◆ **Record excerpts**

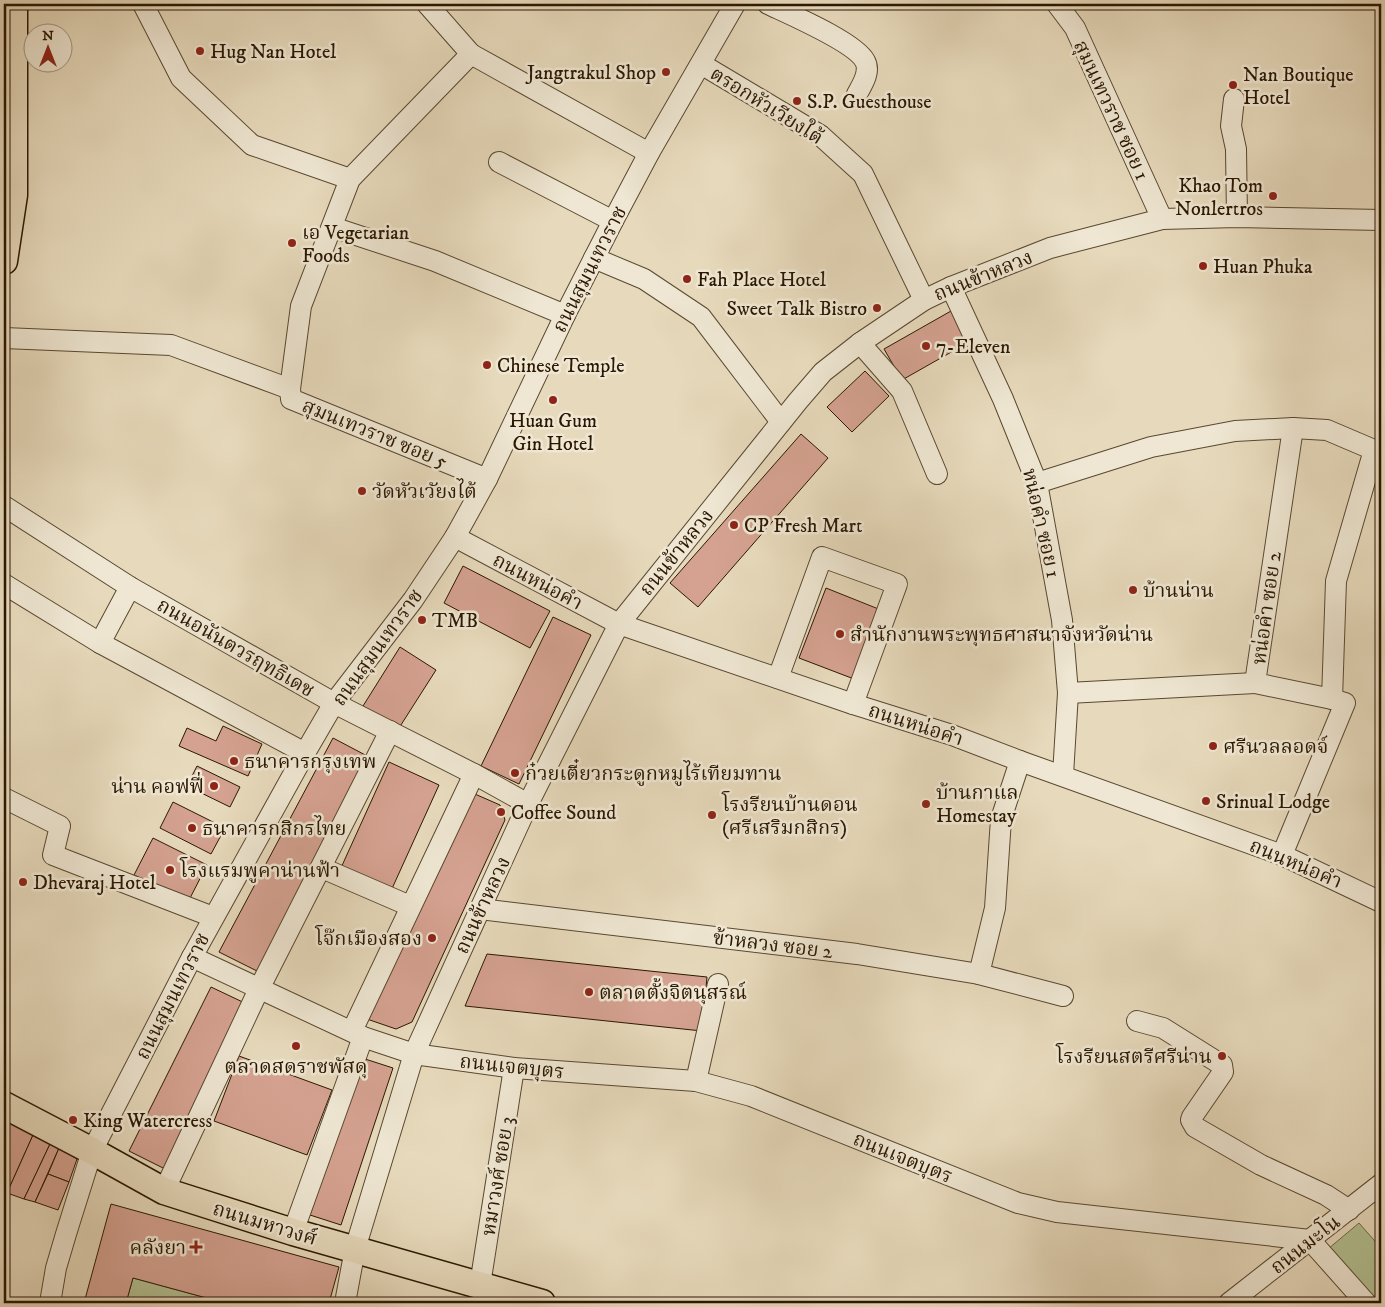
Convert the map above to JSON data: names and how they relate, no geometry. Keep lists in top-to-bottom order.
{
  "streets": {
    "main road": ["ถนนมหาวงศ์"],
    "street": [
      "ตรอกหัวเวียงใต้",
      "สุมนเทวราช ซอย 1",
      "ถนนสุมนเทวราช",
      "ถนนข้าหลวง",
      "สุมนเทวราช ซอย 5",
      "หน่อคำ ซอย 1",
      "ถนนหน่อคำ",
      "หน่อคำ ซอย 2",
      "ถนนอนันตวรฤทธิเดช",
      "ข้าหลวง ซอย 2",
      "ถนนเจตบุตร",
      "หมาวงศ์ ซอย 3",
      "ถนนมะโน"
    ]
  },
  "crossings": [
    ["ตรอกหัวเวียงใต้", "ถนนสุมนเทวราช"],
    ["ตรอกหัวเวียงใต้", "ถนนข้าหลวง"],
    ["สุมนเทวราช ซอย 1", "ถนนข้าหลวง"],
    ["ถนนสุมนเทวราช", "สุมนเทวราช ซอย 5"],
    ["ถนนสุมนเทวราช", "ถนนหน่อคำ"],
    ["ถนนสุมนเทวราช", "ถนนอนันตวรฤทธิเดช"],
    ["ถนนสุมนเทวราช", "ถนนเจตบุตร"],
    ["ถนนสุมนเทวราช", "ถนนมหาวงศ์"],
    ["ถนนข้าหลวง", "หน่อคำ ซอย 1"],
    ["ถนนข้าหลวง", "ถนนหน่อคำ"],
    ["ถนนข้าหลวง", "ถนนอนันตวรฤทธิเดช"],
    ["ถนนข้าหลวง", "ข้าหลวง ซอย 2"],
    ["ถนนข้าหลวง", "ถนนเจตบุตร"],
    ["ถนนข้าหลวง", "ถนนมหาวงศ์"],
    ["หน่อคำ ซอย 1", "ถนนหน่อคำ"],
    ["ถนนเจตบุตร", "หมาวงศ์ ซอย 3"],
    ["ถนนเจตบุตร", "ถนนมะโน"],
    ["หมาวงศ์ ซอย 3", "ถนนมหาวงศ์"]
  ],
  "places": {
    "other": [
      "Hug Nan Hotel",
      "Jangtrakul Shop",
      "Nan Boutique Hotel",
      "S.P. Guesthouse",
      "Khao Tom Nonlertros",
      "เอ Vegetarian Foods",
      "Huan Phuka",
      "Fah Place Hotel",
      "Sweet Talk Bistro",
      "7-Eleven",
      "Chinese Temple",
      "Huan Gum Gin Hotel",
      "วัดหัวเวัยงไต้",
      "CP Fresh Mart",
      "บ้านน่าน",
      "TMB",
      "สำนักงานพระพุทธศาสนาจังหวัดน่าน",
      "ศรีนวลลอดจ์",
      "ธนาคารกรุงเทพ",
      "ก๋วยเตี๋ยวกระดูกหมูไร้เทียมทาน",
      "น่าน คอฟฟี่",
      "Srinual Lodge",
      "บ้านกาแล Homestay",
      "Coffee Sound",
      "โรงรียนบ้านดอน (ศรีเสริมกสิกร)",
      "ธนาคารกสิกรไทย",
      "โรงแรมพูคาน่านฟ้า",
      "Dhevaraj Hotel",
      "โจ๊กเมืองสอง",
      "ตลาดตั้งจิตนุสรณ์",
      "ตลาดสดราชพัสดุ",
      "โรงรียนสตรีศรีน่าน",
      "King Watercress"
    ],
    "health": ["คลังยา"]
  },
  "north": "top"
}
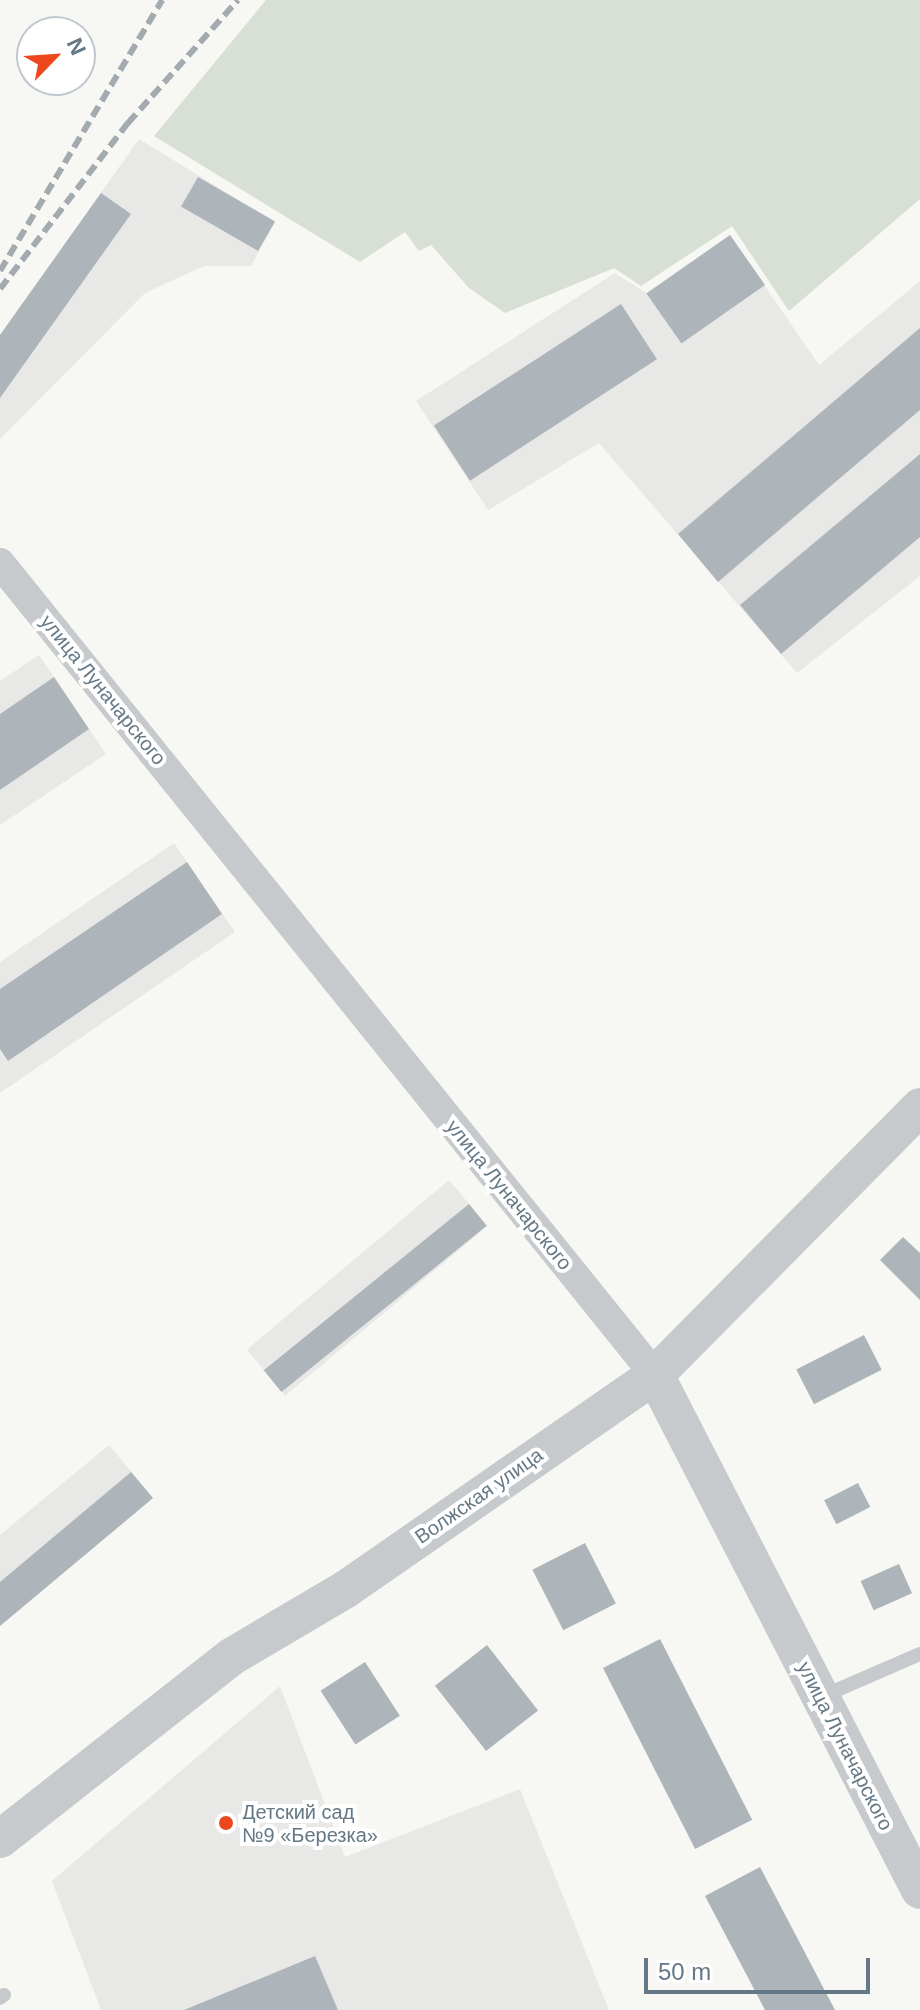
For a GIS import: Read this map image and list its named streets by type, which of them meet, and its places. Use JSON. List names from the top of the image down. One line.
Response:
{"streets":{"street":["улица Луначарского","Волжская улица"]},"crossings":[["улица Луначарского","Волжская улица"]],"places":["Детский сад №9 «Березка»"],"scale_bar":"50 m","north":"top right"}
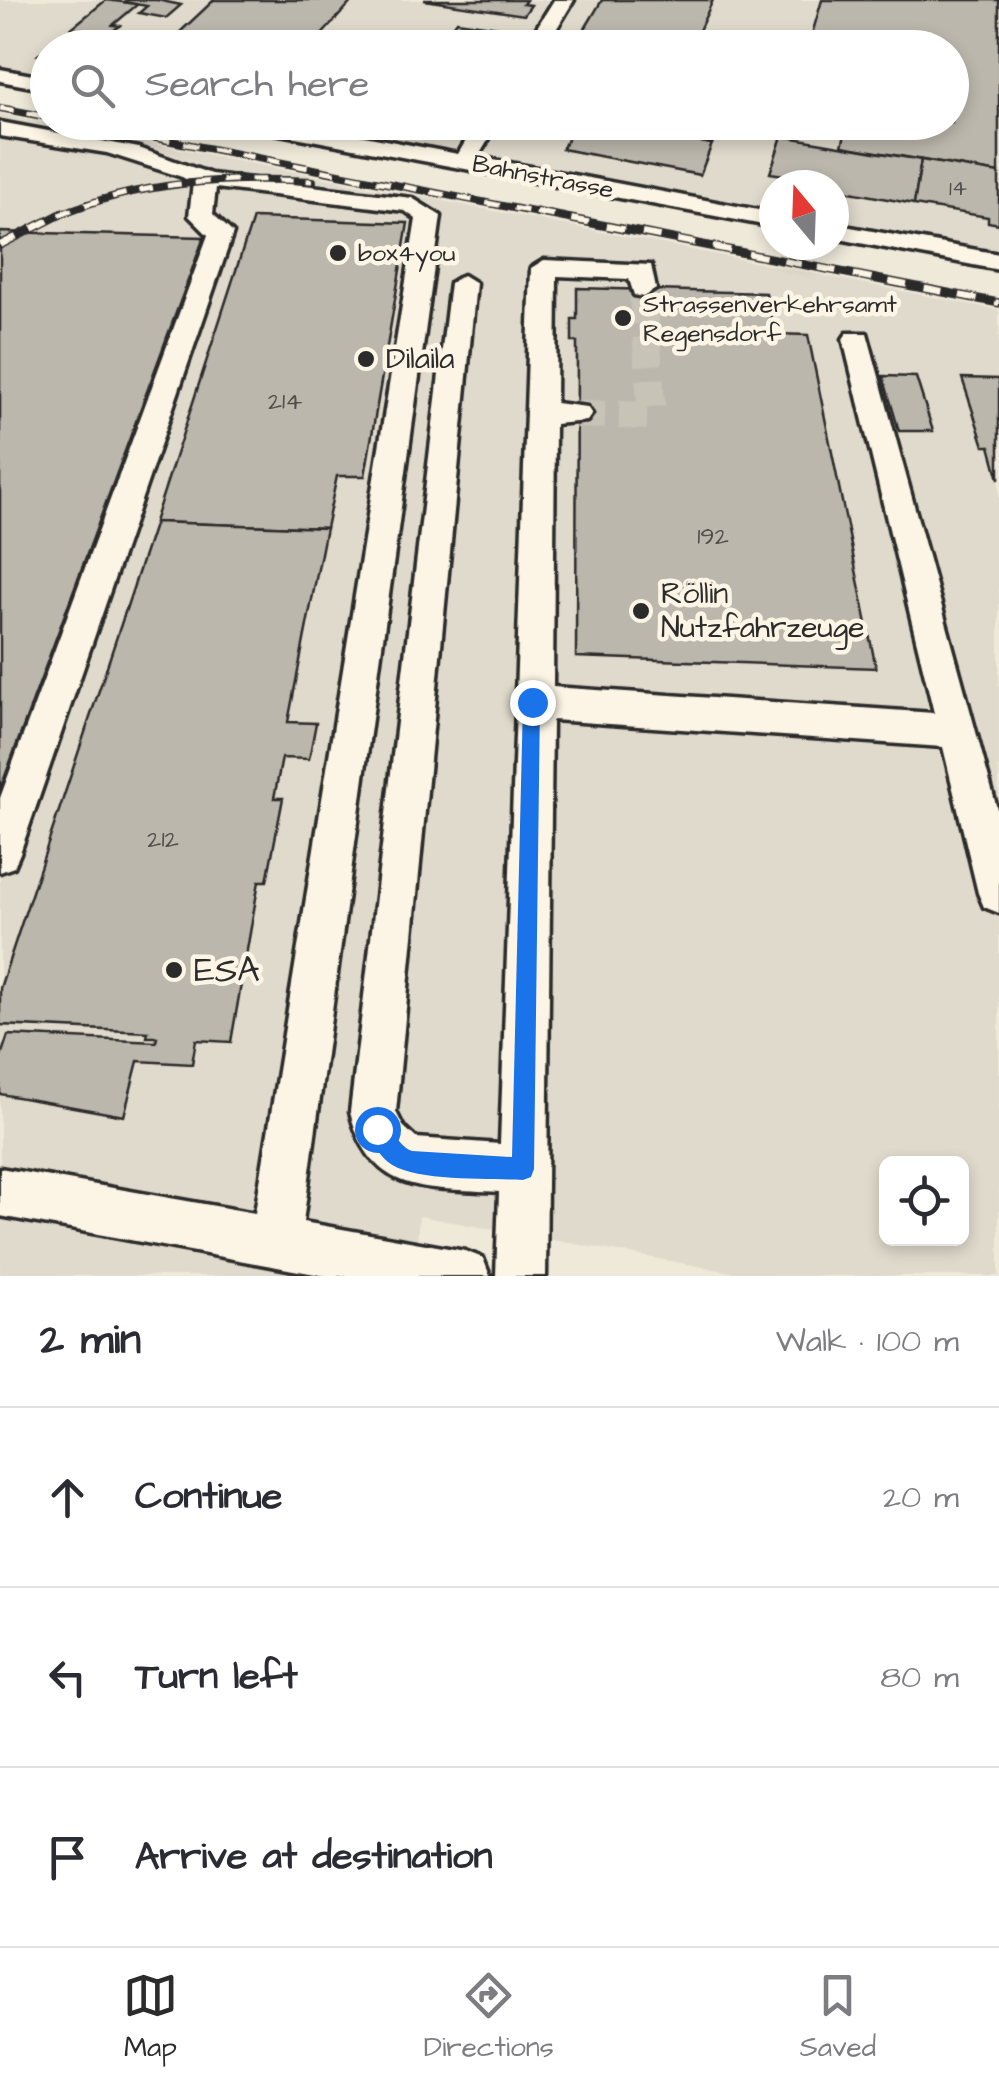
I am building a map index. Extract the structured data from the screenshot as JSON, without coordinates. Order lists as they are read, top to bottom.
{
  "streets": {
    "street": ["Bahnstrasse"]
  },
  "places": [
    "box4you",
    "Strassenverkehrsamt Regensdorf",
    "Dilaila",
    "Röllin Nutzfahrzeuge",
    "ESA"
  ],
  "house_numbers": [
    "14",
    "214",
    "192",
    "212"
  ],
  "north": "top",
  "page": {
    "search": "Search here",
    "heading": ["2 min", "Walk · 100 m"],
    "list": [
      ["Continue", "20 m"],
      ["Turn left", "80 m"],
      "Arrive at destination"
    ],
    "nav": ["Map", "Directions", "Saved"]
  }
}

◆ **Your assignment**
Above are the records; copy every line in them that holds the word "north".

◆ **Exercise solution**
  "north": "top"
{"streets":{"street":["улица Луначарского","Волжская улица"]},"crossings":[["улица Луначарского","Волжская улица"]],"places":["Детский сад №9 «Березка»"],"scale_bar":"50 m","north":"top right"}
  "north": "top",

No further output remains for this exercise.